Operations and Maintenance Program Measurement

Operations and maintenance (O&M) measurement tends to focus on reliability as the sole metric. Every Federal agency wants a reliable facility, but this metric alone is not enough to build a successful O&M program.

O&M managers must think beyond reliability. Successful programs incorporate reliability along with controlling costs, evaluating and implementing new technologies, tracking and reporting health and safety issues, and more. Not only are these metrics useful in assessing effectiveness, but also in equipment cost justification, program modifications, and staff hiring.

Common Metrics

The following metrics are common in evaluating effective O&M programs.

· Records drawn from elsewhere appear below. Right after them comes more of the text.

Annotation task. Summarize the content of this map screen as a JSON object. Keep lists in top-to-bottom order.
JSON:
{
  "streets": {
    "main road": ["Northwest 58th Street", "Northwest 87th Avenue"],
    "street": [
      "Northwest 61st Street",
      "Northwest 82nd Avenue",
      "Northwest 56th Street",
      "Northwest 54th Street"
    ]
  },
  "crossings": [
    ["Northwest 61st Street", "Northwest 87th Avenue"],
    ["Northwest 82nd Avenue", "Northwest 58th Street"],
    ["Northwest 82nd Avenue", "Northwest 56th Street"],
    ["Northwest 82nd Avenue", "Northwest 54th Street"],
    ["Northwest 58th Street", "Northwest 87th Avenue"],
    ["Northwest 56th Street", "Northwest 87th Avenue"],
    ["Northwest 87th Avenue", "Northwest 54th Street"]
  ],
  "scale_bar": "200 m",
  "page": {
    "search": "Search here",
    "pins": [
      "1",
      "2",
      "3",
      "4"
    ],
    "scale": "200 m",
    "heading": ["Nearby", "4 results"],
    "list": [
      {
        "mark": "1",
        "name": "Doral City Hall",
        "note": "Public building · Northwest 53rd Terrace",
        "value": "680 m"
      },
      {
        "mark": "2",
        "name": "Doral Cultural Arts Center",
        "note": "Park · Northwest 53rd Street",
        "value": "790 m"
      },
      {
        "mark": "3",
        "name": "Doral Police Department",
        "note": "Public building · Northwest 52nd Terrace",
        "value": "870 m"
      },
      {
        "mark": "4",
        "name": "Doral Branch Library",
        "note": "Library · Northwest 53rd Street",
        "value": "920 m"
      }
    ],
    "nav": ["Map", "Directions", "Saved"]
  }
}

Not all of these metrics can be used in all situations, but a program should use as many as possible to better define deficiencies and publicize successes.

  • Capacity factor: A measure of actual operation compared to full-utilization operation. It relates actual plant or equipment operation to intended full-capacity operation.

  • Work orders generated/completed: Tracking generated and completed work orders over time to allow a better understanding of workloads and staff schedules.

  • Backlog of corrective maintenance: Used as an indicator of workload issues and maintenance program effectiveness.

  • Safety record: Commonly tracked by number of loss-of-time incidents or total number of reportable incidents. Safety record tracking is useful for getting an overall safety picture.

  • Energy use: A key indicator of equipment performance, level of achieved efficiency, and possible system degradation.

  • Inventory control: An accurate accounting of spare parts can be important in controlling costs. A monthly reconciliation of inventory "on the books" and "on the shelves" provides a good measure.

  • Overtime worked: Weekly or monthly hours of overtime worked has workload, scheduling, and economic implications.